Effect of COVID-19 on presentations
There are additional considerations specific to the current pandemic. PPCI is superior to thrombolysis in late-presenting myocardial infarction. The proportion of late presentations increased during the first wave of the COVID-19 pandemic. Data from Italy demonstrated a 25% increase in late presentations during the peak of their outbreak.11 Data from a UK centre report a 33% decrease in STEMI presentations, but a significant increase in late-presentation of STEMI (time from symptoms to first medical contact >12 hours in 26% of patients). Furthermore, serum troponin levels on presentation were higher than in an equivalent pre-COVID-19 time period, suggesting increased magnitude of myocardial necrosis on presentation.12 The converse scenario is also possible: observational data from China and Italy indicate that some patients with COVID-19 present with apparent ST elevation acute coronary syndromes but without coronary occlusion; some may have myocarditis. Thrombolysis in such patients may cause significant harm whereas invasive angiography can expediently rule out occlusive coronary disease. Thrombolysis could therefore be used where it is least effective or not needed respectively.
Conclusion
It is clear that this global health crisis has mandated a seismic, but hopefully temporary, shift in the management of patients requiring inpatient care to preserve resources needed for those with severe COVID-19. Healthcare professionals had to be redeployed to areas outside their usual roles. Great care needs to be taken, however, to ensure that patients presenting with other serious, often life-threatening, conditions such as STEMI continue to receive appropriate, guideline-driven therapy. Different solutions may be required in different settings, eg highly efficient protected pathways for PPCI within larger specifically designated HACs where interventional cardiology capacity and staffing are maintained.

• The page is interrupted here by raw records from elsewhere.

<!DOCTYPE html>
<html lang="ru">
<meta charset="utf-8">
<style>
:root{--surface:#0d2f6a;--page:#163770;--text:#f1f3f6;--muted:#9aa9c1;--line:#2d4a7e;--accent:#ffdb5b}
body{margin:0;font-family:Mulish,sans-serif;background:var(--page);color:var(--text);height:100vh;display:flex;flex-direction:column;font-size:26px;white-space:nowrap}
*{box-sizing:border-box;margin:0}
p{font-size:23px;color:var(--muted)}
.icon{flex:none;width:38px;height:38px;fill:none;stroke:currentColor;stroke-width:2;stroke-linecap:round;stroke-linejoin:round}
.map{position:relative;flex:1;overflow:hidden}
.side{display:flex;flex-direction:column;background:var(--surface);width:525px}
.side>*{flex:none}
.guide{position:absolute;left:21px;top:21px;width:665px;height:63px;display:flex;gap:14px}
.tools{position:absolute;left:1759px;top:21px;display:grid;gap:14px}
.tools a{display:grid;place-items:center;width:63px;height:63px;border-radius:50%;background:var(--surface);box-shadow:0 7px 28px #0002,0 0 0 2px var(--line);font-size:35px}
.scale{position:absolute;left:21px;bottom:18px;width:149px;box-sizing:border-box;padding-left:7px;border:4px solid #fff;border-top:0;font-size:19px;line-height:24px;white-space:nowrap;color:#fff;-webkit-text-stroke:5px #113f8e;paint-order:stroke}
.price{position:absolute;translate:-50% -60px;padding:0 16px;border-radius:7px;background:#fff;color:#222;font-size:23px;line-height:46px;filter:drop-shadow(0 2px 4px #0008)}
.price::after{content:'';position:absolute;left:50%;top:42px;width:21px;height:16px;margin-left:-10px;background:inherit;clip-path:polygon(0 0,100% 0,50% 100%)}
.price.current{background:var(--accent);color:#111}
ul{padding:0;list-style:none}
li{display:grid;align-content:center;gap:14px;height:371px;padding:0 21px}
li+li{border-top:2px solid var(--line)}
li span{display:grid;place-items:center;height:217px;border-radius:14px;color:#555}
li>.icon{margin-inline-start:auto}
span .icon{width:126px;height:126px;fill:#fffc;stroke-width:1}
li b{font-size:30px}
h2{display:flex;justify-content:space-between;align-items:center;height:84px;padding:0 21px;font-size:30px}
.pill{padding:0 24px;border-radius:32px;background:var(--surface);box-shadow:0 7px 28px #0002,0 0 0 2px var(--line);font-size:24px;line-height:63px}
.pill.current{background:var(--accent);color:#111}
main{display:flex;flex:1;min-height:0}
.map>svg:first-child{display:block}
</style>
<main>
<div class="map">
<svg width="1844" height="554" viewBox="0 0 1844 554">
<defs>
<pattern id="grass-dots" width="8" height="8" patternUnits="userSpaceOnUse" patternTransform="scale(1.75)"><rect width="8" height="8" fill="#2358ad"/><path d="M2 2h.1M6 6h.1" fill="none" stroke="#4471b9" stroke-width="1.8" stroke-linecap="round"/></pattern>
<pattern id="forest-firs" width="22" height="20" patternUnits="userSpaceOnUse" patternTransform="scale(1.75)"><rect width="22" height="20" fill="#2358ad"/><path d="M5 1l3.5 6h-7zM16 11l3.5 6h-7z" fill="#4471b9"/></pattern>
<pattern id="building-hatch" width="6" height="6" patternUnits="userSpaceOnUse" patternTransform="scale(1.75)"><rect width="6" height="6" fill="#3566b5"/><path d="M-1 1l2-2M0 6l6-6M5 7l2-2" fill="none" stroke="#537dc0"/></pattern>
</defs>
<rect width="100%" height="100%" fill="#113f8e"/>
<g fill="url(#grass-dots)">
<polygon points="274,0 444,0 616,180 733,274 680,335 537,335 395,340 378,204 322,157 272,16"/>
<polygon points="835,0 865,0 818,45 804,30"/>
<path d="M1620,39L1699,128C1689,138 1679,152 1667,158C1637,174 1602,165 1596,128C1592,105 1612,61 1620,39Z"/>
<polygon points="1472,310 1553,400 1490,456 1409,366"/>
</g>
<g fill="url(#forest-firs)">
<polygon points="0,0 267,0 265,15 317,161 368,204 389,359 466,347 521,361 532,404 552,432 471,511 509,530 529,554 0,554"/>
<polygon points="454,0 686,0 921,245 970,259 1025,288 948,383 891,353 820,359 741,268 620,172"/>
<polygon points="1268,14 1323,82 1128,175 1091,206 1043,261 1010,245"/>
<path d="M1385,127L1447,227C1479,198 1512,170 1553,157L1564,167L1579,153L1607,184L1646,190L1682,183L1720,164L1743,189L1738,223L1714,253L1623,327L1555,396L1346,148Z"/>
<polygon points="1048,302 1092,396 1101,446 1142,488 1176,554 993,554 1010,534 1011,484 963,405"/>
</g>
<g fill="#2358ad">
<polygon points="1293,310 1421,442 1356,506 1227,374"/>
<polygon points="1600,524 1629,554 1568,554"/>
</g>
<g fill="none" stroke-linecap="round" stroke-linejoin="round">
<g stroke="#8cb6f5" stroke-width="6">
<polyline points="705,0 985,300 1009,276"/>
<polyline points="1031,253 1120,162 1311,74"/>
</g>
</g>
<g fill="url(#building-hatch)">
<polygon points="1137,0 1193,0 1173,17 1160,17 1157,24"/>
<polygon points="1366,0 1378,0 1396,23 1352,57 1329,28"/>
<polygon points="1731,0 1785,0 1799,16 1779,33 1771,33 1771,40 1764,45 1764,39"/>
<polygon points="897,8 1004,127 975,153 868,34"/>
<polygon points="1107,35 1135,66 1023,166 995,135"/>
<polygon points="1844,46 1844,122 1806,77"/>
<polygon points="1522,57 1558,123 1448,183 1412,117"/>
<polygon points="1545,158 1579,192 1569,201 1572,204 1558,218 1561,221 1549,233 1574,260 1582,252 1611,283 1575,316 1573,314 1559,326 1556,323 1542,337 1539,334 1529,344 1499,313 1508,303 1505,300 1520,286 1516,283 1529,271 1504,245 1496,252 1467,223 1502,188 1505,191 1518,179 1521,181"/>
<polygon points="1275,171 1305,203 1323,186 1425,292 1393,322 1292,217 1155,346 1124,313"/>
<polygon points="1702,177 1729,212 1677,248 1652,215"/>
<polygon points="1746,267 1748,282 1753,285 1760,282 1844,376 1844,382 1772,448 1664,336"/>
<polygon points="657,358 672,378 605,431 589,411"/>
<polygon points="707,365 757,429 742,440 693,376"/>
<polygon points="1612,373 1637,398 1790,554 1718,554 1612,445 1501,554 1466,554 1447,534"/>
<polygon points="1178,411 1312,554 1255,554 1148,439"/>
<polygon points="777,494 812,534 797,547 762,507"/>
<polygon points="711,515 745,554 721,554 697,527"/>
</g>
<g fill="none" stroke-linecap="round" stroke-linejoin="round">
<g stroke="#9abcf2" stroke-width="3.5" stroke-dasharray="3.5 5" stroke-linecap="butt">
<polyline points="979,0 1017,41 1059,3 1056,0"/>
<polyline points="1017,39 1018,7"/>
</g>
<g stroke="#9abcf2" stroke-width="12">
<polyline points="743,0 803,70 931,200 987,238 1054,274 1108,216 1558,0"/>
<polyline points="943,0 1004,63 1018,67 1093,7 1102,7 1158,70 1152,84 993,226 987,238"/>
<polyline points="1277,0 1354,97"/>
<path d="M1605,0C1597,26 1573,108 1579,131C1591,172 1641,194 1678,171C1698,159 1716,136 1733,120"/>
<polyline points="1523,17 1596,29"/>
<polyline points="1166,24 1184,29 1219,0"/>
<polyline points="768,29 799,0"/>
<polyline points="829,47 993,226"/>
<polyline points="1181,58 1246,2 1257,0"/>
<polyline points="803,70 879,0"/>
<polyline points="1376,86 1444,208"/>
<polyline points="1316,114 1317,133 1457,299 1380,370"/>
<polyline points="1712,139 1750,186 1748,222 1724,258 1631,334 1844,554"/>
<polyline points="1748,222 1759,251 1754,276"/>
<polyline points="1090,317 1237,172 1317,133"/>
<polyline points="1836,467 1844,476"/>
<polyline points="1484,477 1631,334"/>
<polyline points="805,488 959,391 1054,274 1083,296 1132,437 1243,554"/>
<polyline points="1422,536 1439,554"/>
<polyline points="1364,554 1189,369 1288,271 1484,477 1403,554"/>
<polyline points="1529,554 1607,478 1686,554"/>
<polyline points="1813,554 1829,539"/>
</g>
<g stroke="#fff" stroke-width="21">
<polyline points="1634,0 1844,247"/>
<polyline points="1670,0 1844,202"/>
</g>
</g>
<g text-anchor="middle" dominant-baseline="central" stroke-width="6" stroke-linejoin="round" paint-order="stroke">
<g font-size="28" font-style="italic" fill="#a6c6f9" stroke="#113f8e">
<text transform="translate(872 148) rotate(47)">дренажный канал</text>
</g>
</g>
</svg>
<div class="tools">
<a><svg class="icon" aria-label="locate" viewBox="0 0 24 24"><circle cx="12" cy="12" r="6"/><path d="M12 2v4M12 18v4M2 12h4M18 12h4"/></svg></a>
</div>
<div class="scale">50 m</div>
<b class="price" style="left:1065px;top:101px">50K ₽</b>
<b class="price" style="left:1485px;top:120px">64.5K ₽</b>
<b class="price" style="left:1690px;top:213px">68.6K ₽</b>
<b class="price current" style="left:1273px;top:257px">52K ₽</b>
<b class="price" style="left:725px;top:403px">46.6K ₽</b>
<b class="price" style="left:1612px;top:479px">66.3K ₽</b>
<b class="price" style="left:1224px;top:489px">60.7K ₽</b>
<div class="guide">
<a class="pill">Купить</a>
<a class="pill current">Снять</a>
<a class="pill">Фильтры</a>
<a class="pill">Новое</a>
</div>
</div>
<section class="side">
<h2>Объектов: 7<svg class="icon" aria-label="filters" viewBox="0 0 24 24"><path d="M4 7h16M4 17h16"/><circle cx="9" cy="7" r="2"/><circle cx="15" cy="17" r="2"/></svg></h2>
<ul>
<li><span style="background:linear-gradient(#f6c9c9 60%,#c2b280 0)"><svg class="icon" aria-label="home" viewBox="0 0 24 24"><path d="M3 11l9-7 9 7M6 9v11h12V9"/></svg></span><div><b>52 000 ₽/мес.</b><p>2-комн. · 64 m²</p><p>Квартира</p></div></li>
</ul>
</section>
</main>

Whatever the local solution, our analysis indicates that changing to an initial strategy of thrombolysis instead of PPCI could significantly increase mortality of patients who would otherwise have a good prognosis, as well as placing additional strain on the very departments and facilities that we are trying to maintain to tackle the COVID-19 crisis either currently or in the event of future waves of infection.